Return all lines in the data where the string "Jalan" can be found.
------ The records
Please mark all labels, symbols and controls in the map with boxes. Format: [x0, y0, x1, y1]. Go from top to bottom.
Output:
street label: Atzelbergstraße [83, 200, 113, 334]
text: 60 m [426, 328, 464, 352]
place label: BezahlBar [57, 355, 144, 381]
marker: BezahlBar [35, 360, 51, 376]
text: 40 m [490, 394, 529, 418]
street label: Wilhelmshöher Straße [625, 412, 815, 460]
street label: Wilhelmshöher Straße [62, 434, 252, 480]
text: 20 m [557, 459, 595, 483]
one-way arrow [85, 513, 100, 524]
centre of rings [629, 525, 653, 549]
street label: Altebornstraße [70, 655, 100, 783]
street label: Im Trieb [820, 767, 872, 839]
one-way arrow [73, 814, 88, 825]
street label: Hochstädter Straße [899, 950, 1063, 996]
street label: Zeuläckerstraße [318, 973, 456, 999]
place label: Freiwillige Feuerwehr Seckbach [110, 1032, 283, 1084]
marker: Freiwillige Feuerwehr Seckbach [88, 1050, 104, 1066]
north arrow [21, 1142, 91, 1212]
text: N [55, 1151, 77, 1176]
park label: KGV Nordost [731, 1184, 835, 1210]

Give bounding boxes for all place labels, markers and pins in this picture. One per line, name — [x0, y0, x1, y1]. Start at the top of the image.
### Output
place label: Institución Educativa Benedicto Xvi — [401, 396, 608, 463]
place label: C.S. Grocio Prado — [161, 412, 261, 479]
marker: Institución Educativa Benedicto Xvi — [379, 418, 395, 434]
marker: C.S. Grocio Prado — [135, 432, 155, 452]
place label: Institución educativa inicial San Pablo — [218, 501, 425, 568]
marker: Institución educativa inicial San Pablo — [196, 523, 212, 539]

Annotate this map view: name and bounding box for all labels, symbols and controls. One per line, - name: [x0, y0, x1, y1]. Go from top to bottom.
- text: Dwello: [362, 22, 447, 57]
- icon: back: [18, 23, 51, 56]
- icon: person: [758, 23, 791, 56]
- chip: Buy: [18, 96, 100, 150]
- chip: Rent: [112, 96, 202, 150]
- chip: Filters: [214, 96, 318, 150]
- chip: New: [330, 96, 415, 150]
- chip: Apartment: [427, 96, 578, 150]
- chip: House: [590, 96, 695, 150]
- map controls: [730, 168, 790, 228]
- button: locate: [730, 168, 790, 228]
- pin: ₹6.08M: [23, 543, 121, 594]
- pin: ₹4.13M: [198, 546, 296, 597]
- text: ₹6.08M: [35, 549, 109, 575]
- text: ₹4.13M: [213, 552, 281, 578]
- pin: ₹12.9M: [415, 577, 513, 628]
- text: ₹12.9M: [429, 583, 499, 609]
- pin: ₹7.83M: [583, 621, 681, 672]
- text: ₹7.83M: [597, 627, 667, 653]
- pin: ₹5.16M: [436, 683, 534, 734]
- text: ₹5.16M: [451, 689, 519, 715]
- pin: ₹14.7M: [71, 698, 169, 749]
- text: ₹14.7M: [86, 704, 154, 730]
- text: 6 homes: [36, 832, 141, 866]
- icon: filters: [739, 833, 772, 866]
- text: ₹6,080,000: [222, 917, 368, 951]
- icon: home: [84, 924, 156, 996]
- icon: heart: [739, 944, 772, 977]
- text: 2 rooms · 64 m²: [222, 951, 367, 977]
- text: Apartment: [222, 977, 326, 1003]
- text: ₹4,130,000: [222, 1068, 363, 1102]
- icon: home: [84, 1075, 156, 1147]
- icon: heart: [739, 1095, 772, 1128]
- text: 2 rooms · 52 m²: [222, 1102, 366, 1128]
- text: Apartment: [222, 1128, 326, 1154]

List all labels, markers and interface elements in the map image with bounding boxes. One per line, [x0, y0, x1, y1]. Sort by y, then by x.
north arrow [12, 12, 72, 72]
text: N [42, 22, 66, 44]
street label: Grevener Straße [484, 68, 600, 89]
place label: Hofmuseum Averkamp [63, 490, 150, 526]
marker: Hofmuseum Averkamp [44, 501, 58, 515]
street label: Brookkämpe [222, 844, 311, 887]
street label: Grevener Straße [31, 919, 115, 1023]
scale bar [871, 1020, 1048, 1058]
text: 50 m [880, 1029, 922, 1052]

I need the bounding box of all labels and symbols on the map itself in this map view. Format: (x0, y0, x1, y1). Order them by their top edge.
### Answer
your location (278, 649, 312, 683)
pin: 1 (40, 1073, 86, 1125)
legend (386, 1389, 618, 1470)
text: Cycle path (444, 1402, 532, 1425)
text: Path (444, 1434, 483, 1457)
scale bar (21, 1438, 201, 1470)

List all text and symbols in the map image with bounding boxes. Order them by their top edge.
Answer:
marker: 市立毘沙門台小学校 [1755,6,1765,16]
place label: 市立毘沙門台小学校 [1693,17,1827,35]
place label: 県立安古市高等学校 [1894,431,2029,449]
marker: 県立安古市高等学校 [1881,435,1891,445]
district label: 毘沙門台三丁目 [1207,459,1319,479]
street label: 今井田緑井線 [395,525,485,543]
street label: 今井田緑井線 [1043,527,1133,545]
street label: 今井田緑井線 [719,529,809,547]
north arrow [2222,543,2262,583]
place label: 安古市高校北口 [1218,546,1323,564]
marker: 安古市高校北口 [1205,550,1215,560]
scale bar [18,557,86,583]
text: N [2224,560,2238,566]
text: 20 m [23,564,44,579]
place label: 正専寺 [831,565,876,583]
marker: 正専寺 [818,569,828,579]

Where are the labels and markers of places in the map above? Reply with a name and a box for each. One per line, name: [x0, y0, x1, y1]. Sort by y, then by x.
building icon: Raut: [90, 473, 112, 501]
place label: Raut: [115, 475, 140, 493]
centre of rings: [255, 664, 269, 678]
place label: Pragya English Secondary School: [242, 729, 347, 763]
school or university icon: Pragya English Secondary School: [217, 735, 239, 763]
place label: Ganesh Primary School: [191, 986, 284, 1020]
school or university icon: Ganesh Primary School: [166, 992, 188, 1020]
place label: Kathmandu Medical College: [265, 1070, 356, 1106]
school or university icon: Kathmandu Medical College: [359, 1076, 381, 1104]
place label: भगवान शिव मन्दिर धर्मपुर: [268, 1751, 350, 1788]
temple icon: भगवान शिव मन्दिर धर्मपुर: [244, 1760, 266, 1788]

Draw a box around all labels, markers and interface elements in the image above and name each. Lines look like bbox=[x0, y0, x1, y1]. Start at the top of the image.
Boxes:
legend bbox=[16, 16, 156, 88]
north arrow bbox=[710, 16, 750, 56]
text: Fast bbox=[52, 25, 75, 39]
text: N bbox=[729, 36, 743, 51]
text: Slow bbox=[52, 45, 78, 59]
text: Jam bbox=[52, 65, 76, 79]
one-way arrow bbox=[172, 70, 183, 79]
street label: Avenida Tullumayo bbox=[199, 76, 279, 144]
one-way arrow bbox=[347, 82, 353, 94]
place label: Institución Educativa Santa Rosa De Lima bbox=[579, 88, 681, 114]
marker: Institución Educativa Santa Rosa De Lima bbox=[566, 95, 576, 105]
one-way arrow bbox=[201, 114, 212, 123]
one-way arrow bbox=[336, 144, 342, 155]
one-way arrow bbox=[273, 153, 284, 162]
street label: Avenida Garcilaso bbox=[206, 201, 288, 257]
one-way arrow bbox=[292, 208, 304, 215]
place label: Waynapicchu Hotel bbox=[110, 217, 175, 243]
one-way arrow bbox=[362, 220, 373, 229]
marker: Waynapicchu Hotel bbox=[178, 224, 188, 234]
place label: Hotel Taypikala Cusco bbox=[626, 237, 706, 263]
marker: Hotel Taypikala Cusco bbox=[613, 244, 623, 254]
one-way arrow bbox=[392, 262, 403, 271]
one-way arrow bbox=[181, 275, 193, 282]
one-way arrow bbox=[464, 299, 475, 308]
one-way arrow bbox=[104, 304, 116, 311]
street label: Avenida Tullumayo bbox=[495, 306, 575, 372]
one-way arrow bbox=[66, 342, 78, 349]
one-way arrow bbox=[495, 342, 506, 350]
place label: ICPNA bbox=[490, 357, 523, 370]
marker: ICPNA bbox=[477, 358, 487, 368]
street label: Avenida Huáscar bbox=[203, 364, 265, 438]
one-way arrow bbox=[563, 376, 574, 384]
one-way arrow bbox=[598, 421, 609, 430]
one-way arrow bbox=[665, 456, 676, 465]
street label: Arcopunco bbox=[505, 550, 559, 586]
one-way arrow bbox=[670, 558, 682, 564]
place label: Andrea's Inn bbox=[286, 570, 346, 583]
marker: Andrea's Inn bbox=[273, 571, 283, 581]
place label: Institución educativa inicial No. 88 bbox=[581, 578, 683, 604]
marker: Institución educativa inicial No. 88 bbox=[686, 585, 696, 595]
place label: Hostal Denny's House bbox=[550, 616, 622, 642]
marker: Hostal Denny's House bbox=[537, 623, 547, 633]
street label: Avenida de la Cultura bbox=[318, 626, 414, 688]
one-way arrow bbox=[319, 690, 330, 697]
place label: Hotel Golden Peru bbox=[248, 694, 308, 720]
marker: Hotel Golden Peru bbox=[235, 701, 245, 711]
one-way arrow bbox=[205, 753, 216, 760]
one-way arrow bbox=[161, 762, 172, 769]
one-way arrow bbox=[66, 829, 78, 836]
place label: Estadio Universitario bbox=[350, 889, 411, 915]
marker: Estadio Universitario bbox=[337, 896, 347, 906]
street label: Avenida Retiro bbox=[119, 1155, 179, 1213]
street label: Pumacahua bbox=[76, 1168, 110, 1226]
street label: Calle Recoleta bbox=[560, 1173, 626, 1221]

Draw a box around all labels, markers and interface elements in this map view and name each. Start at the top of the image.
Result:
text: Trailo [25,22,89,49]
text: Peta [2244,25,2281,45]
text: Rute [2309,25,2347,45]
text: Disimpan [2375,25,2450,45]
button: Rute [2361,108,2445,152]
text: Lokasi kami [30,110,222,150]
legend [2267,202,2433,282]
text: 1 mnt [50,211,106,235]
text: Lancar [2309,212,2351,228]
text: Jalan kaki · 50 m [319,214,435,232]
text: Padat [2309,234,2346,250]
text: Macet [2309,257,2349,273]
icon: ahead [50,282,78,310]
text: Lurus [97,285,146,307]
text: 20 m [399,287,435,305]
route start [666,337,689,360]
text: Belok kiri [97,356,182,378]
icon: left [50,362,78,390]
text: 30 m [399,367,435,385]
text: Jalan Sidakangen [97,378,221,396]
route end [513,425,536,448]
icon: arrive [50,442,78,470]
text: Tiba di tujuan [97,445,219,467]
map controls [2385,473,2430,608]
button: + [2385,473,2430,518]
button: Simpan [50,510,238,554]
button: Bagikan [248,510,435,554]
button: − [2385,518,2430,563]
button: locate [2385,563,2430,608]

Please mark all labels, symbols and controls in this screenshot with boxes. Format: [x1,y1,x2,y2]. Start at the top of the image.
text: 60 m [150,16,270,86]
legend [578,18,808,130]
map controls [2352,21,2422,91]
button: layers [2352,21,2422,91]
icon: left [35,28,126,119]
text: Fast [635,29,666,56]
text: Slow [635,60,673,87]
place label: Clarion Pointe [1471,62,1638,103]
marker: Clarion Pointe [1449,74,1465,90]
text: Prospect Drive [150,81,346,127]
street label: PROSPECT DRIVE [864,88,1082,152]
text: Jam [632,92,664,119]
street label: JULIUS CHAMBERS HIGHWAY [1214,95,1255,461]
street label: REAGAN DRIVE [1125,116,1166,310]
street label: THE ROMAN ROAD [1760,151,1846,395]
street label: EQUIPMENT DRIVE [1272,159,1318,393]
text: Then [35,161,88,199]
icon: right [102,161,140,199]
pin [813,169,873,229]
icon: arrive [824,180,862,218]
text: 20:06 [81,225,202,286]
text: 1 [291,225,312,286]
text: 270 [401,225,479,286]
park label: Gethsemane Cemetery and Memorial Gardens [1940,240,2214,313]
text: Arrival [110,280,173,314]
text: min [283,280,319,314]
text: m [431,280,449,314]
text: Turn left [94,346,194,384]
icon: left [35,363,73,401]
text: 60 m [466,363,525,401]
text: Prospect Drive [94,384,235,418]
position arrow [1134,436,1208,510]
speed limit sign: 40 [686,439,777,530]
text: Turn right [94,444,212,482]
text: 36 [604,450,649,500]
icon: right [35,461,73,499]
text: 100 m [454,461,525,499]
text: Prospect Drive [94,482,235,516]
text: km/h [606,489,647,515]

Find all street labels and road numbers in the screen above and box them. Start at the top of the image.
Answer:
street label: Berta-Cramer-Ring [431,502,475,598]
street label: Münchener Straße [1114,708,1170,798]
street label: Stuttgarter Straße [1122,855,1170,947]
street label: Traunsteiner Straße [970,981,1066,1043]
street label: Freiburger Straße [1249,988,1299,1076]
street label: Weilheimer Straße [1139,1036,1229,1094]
------------
Response box:
text: Jalan kaki · 50 m [319,214,435,232]
text: Jalan Sidakangen [97,378,221,396]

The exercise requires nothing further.